A rendering of the Ford F-150 Lightning, the first electric version of the company's most popular automobile.

Ford Motor Co. is making a huge commitment of both capital and real estate to electric vehicles.

The automobile giant announced plans to build four factories in Tennessee and Kentucky, three of which will produce batteries for electric vehicles and one that will produce electric F-series trucks. The initiative, projected to cost $11.4B, is in partnership with SK Innovation, a South Korean supplier of battery cells.

The center of the initiative will be Blue Oval City, a 3,600-acre, $5.6B campus in the West Tennessee town of Stanton. There, Ford plans to build its car factory and one of its three battery plants, to be called BlueOvalSK, and also house some suppliers and a recycling plant. The complex is designed to be carbon-neutral and produce no landfill waste once fully operational, which is projected to be in 2025, the announcement says.

The remaining two BlueOvalSK battery factories are planned to reside in a 1,500-acre, $5.8B twin facility called BlueOvalSK Battery Park in the central Kentucky town of Glendale, the announcement says. The campus represents the single-largest investment in the state of Kentucky, according to a statement from Gov. Andy Beshear included in the press release. Between the two sites, Ford said it expects to create 11,000 jobs and account for $7B of the total spend. That leaves $4.4B to be invested by SK Innovation. 

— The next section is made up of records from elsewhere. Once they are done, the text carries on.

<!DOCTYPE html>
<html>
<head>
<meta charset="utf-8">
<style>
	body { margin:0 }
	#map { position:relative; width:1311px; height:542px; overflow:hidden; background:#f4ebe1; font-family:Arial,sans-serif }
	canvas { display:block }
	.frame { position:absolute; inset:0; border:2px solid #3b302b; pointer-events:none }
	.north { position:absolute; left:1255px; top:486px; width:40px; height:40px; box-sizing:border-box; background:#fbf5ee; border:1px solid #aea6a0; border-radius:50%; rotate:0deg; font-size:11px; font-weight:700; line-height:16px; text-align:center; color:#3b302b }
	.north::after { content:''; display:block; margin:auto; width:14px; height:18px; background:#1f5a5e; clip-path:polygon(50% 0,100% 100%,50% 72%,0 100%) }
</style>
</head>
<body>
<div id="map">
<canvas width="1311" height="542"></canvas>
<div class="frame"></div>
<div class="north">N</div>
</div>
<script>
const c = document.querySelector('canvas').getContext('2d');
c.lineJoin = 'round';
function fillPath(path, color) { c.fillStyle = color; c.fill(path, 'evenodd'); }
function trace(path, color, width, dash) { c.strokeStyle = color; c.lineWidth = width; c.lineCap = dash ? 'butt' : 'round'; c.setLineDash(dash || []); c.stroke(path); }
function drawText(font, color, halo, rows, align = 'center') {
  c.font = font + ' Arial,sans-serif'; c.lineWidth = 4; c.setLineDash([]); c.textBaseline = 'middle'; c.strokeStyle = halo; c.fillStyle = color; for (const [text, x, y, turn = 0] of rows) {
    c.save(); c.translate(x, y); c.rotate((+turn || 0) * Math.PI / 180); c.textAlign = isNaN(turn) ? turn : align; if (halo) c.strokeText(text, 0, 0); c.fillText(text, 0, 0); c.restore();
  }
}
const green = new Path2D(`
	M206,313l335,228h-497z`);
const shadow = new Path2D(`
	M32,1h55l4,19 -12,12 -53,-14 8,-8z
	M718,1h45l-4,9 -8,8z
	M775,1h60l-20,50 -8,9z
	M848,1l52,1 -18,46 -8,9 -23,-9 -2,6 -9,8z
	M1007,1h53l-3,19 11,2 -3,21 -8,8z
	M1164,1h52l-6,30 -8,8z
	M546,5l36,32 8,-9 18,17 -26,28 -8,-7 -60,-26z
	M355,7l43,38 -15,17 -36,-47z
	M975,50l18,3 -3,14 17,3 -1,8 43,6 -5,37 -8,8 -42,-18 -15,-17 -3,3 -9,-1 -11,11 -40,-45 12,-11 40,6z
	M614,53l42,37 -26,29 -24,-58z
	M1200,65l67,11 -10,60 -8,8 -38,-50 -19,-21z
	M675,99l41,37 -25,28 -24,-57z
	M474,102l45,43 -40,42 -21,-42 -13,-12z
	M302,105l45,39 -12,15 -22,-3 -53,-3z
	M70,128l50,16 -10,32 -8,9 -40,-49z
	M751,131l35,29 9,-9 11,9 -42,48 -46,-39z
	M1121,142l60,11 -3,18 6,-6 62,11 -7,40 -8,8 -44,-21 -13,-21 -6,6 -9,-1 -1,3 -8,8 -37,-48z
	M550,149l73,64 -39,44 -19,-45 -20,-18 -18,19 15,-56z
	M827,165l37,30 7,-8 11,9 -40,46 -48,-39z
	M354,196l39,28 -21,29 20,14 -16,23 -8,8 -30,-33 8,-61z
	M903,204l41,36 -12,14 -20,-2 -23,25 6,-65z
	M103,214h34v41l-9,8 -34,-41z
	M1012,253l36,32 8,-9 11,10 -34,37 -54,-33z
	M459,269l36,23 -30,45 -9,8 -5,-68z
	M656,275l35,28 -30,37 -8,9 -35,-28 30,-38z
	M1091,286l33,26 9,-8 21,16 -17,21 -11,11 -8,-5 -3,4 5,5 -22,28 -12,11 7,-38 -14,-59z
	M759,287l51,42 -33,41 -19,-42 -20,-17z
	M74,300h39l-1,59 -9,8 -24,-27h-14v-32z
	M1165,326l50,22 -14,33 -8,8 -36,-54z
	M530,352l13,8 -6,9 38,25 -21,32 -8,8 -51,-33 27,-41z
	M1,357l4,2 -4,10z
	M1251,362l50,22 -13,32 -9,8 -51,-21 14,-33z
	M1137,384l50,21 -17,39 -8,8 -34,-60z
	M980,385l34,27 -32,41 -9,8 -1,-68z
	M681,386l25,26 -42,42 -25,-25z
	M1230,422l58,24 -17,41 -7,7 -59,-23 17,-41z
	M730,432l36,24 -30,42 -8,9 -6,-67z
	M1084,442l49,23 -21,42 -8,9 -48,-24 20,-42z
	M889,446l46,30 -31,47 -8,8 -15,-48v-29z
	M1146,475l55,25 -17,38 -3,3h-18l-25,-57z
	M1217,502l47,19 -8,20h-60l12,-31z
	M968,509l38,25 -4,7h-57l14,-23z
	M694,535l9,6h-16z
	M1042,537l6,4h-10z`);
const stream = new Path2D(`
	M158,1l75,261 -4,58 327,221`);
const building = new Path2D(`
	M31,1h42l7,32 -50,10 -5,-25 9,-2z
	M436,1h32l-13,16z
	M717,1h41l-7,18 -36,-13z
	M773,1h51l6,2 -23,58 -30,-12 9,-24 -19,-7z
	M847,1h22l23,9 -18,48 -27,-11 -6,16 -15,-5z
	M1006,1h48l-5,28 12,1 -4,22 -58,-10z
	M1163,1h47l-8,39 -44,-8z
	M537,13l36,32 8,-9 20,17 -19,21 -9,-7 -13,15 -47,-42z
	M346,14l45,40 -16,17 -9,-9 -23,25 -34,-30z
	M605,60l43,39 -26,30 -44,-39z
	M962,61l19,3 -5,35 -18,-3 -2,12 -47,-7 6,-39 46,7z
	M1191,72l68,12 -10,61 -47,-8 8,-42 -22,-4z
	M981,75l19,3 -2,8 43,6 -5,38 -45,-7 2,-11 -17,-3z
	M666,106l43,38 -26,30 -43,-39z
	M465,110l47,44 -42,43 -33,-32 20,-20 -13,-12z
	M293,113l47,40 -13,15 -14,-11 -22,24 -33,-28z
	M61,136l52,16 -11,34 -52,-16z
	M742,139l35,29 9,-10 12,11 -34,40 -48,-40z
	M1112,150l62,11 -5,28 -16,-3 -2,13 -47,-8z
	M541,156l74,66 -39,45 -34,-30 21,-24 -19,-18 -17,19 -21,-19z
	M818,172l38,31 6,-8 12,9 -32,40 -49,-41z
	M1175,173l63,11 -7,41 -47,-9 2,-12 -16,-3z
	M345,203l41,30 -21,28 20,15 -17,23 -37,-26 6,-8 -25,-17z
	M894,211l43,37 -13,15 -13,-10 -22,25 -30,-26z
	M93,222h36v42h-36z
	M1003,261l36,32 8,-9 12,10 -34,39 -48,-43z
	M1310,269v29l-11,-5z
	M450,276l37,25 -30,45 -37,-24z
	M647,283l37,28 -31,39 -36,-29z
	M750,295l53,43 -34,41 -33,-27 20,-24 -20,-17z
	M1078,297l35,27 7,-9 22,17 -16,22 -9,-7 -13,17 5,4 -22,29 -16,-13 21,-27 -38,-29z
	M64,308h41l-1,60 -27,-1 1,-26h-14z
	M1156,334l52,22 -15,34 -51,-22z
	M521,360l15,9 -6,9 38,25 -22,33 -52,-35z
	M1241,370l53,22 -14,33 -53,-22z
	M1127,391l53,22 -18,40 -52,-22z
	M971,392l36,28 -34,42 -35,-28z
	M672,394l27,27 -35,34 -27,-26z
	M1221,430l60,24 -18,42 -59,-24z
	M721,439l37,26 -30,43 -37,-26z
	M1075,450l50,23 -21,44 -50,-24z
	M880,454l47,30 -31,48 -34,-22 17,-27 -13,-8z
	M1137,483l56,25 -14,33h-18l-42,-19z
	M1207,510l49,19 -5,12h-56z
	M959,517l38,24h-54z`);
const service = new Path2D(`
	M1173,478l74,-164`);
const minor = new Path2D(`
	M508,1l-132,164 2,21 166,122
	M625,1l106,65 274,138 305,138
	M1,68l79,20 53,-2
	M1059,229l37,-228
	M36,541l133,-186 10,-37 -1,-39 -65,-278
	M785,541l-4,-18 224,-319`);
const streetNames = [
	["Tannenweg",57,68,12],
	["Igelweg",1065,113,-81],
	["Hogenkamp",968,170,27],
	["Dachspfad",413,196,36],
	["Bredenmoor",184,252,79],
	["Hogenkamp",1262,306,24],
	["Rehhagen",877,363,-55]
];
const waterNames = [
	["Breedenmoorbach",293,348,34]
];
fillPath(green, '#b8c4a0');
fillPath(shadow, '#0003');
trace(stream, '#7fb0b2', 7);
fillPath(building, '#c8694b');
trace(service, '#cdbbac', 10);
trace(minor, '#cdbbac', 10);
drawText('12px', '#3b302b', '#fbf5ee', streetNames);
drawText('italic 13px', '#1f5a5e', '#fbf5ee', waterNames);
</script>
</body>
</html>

While the announcement from Ford stressed the environmental need for both electric vehicles and sustainable production, electric vehicles have been sold commercially for over a decade. Ford and other automakers who have also made commitments to lean hard into electric vehicles are likely responding to the explosion in value of Tesla, which has a market capitalization of $800B, making it the most valuable automaker in the world, The New York Times reports.

Ford expects up to 50% of its global vehicle volume to be made up of electric vehicles by 2030, the announcement stated, while General Motors has pledged to end production of internal combustion vehicles by 2035, the Times reports.

Consumer demand clearly goes beyond the Tesla brand; though Ford's F-150 Lightning electric pickup truck isn't expected to be released until next spring, it already has 150,000 preorders from individuals and businesses, the Times reports. Ford has already started selling an electric SUV called the Mustang Mach-E and will soon release an electric transit van, but those aren't expected to be produced at Blue Oval City.